UNT-Dallas Law School Earns Full Bar Association Approval

After more than seven years since its opening, the University of North Texas at Dallas College of Law has been fully approved by the American Bar Association – a long-standing milestone.

A bar association board gave the school full approval about two weeks ago after a final presentation by school officials in San Diego the same day. The association notified college officials of the recognition last week.

“This is a great day for UNT-Dallas because this law school has been in the works for many years,” said Felecia Epps, dean of the law school. “This is a major achievement challenge for the entire university.”

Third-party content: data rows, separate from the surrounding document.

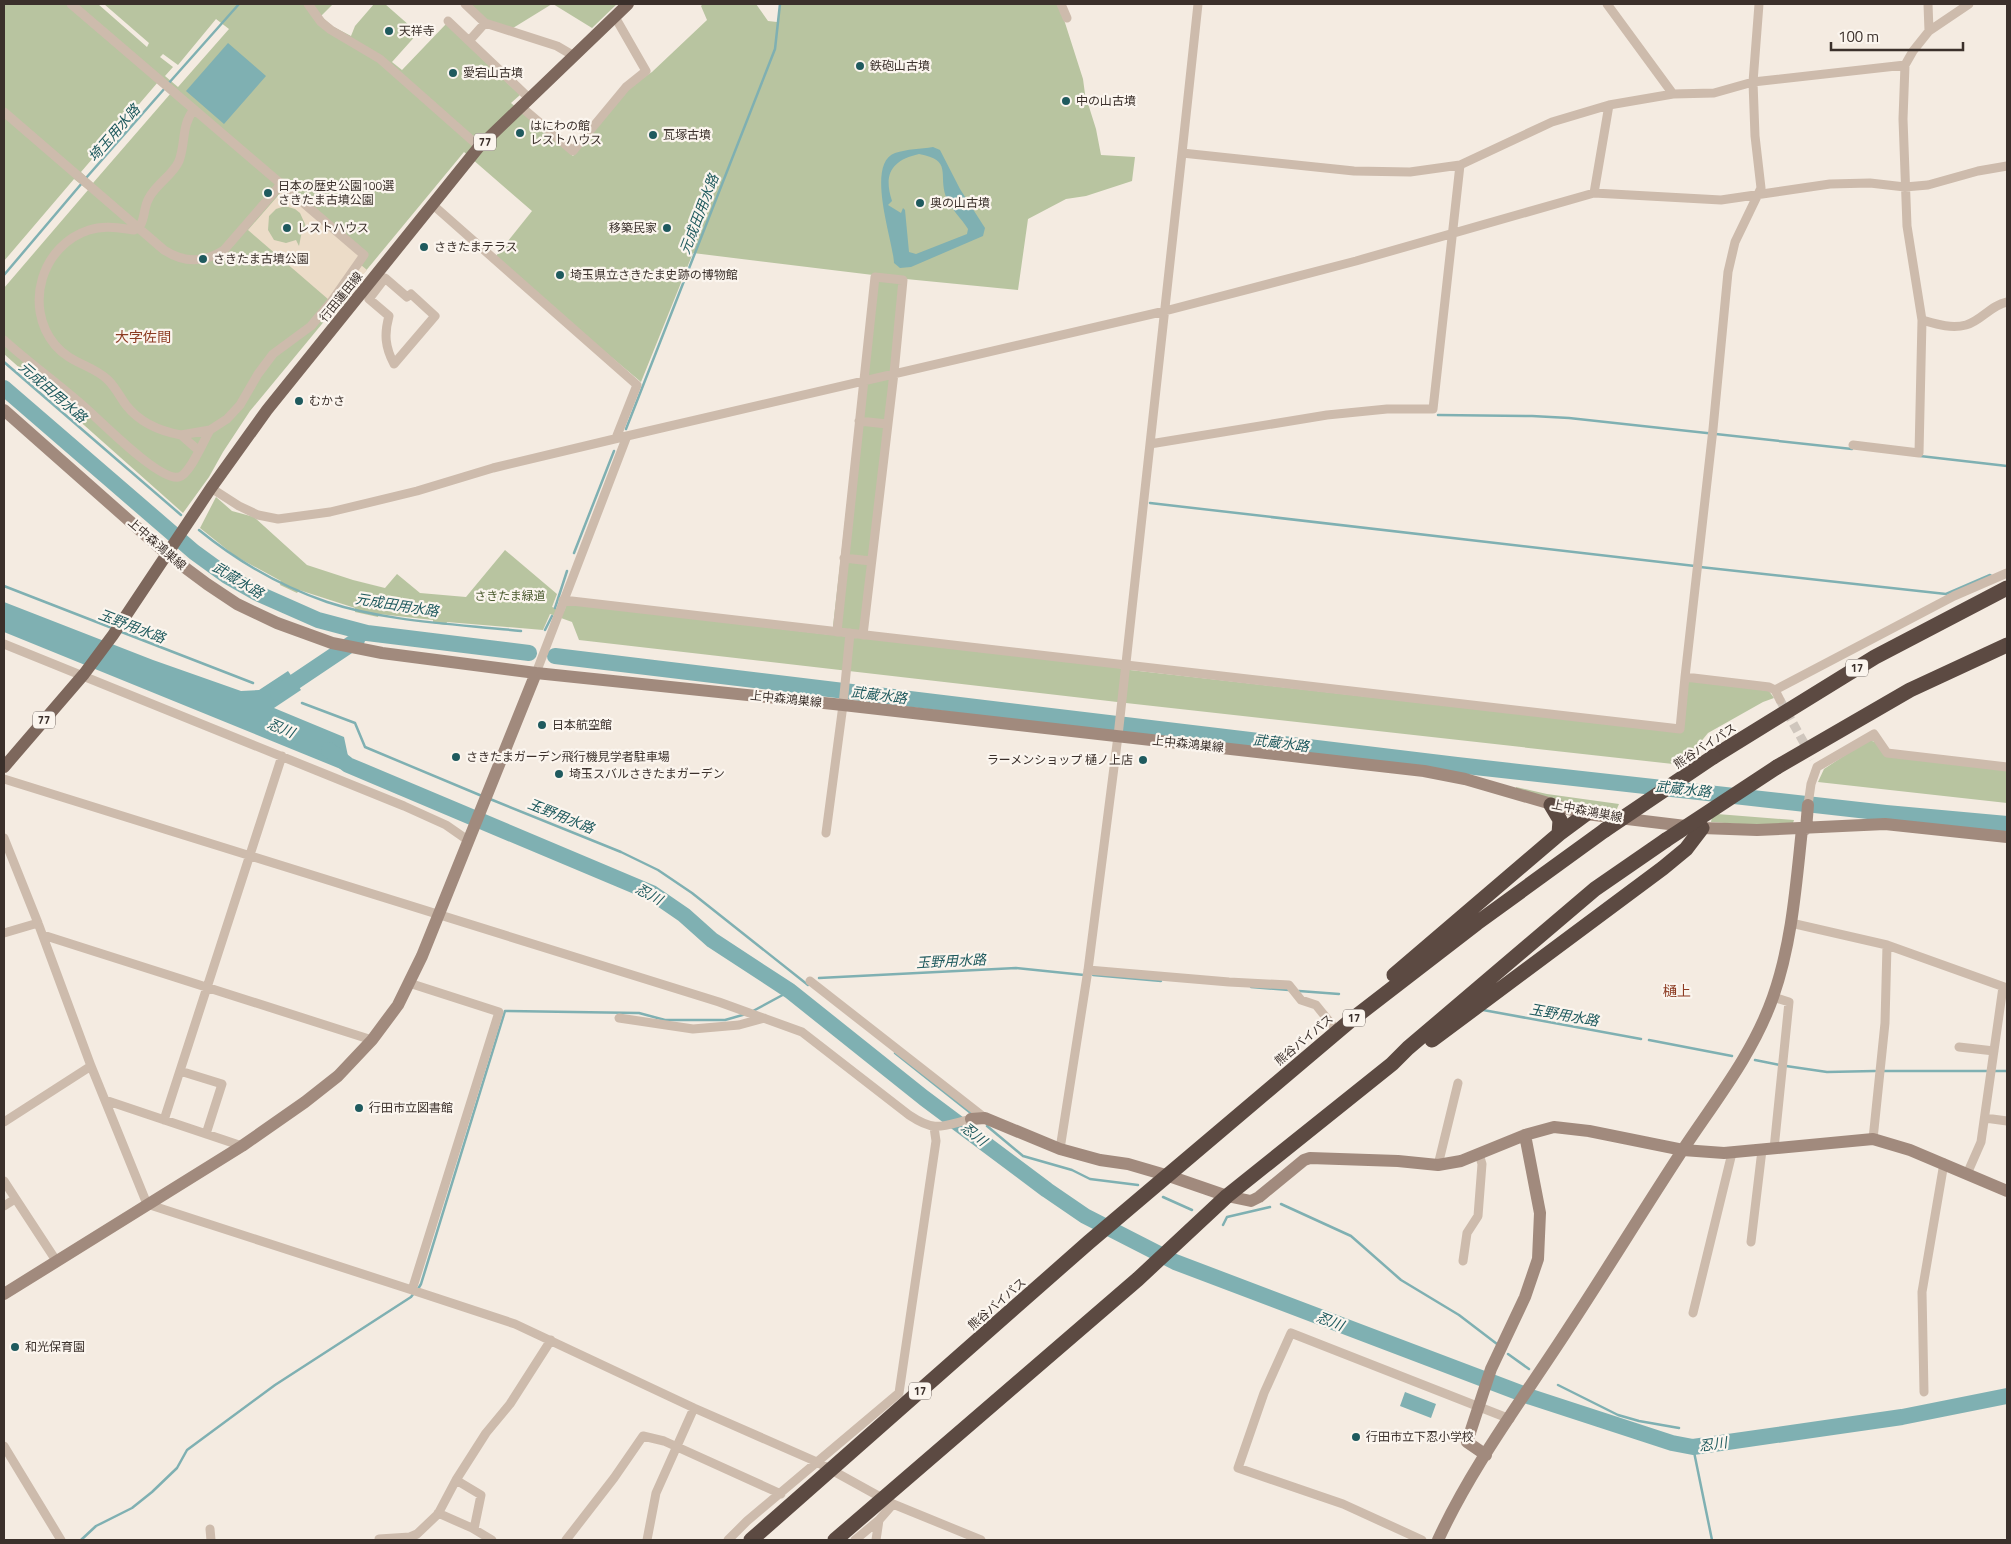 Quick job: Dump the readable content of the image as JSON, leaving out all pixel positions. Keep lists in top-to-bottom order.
{
  "streets": {
    "highway": ["17", "熊谷バイパス"],
    "main road": ["77", "行田蓮田線"],
    "street": ["上中森鴻巣線"]
  },
  "crossings": [
    ["77", "行田蓮田線"],
    ["行田蓮田線", "上中森鴻巣線"],
    ["上中森鴻巣線", "17"],
    ["17", "熊谷バイパス"]
  ],
  "districts": ["大字佐間", "樋上"],
  "water": [
    "埼玉用水路",
    "元成田用水路",
    "武蔵水路",
    "玉野用水路",
    "忍川"
  ],
  "parks": ["さきたま緑道"],
  "places": [
    "天祥寺",
    "鉄砲山古墳",
    "愛宕山古墳",
    "中の山古墳",
    "はにわの館 レストハウス",
    "瓦塚古墳",
    "日本の歴史公園100選 さきたま古墳公園",
    "奥の山古墳",
    "レストハウス",
    "移築民家",
    "さきたまテラス",
    "さきたま古墳公園",
    "埼玉県立さきたま史跡の博物館",
    "むかさ",
    "日本航空館",
    "さきたまガーデン飛行機見学者駐車場",
    "ラーメンショップ 樋ノ上店",
    "埼玉スバルさきたまガーデン",
    "行田市立図書館",
    "和光保育園",
    "行田市立下忍小学校"
  ],
  "scale_bar": "100 m"
}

Andrew Ratley, 43, enrolled in UNT-Dallas Law School in the fall of 2019. He said the bar’s full endorsement is an affirmation of everything he’s invested in when he tried his luck in the new school.

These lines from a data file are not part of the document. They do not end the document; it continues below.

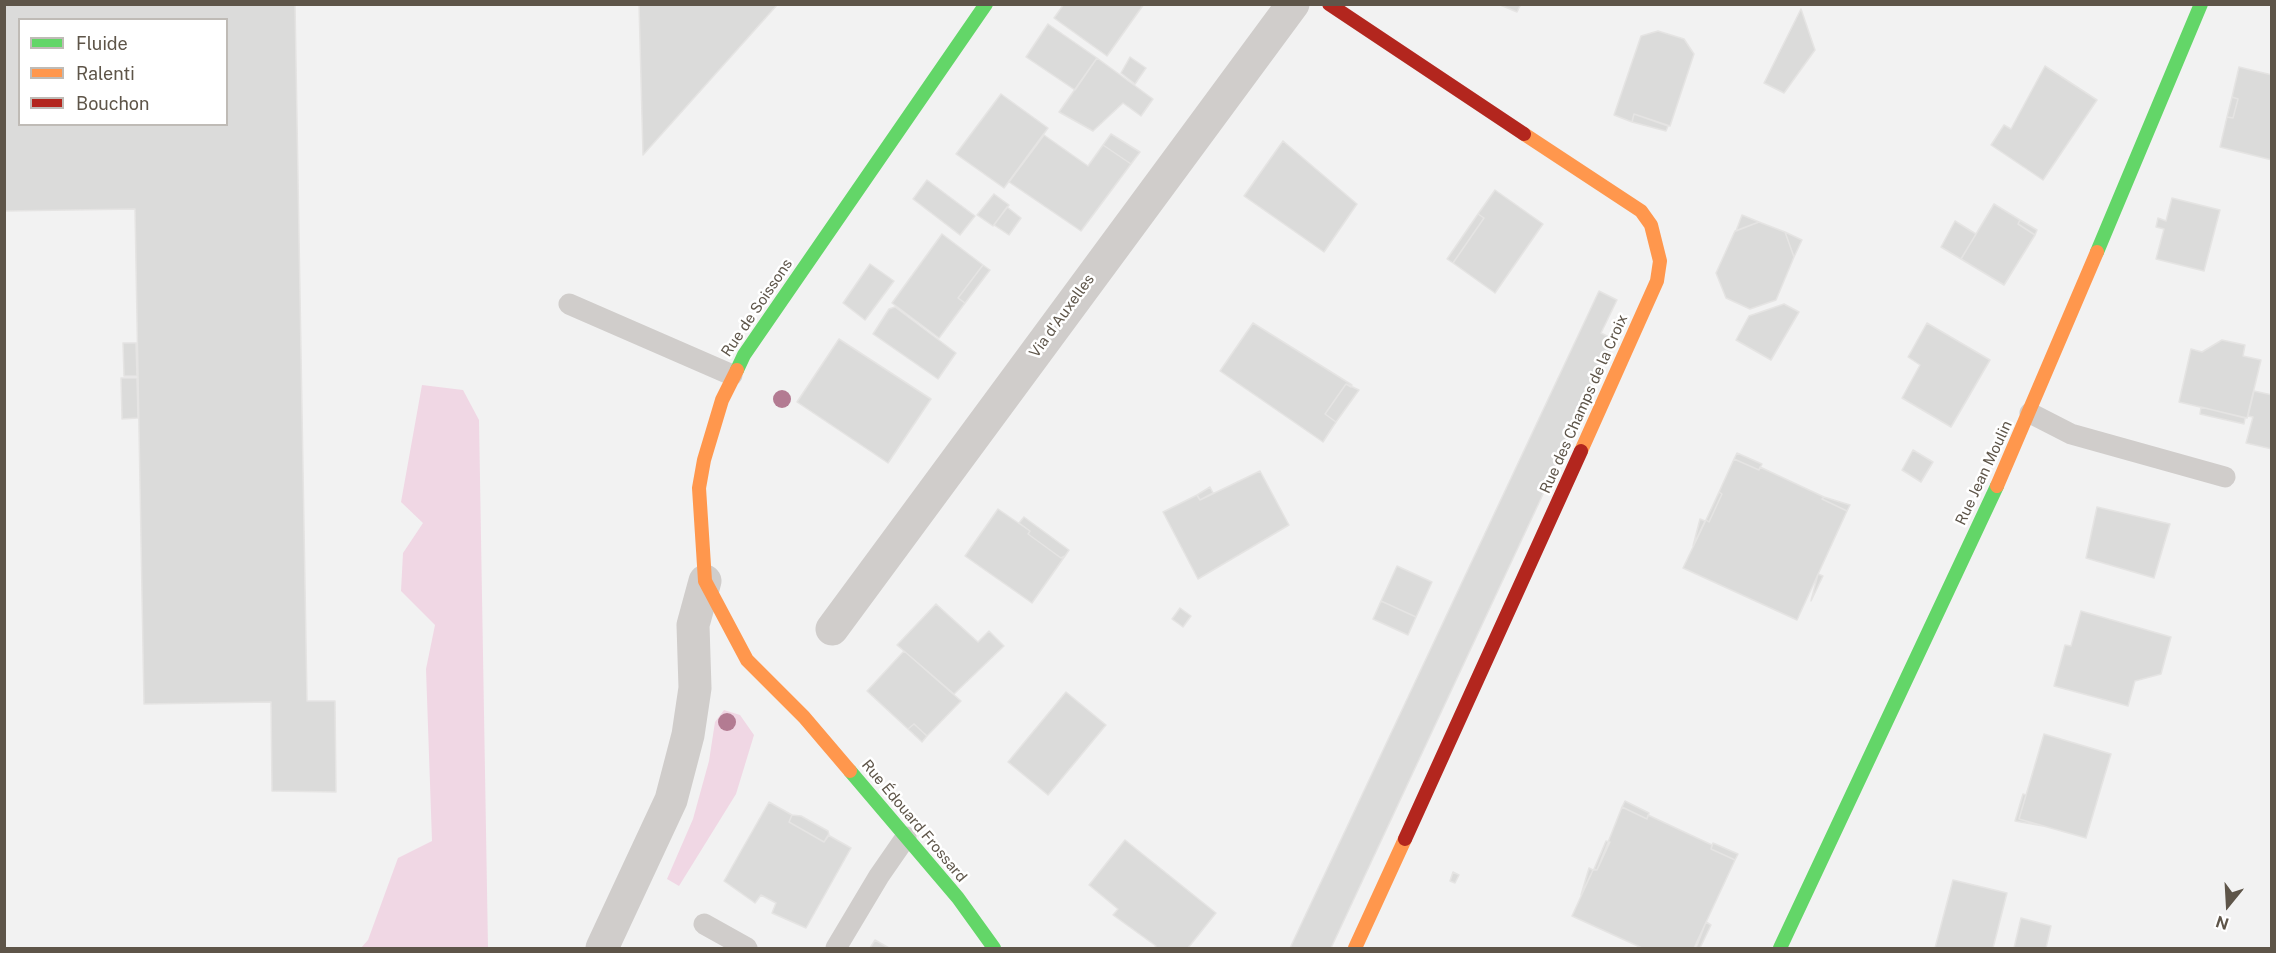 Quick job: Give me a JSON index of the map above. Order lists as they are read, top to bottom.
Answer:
{
  "streets": {
    "street": [
      "Rue de Soissons",
      "Via d'Auxelles",
      "Rue des Champs de la Croix",
      "Rue Jean Moulin",
      "Rue Édouard Frossard"
    ]
  },
  "crossings": [
    ["Rue de Soissons", "Rue Édouard Frossard"]
  ],
  "legend": ["Fluide", "Ralenti", "Bouchon"],
  "north": "bottom"
}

“What I saw at UNT-Dallas was someone who challenged the traditional path,” he said. “It was so invigorating to hear that (the association) agrees that this is a great way forward.”

As he attends his classes, he is motivated by sitting in a classroom that “looks like Dallas” and represents the diversity seen in the area.

As different corners of the legal community welcome students coming out of college with the recent recognition, Ratley said even more doors will open for him and his classmates.

“If we can do what we did in a small law school in Dallas, we can be the next wave of change, that next wave of diversity in the legal industry,” he said.

The law school admitted its first class with 153 students in 2014 and had been operating under provisional accreditation since 2017. Its establishment was first approved by the legislature in 2009.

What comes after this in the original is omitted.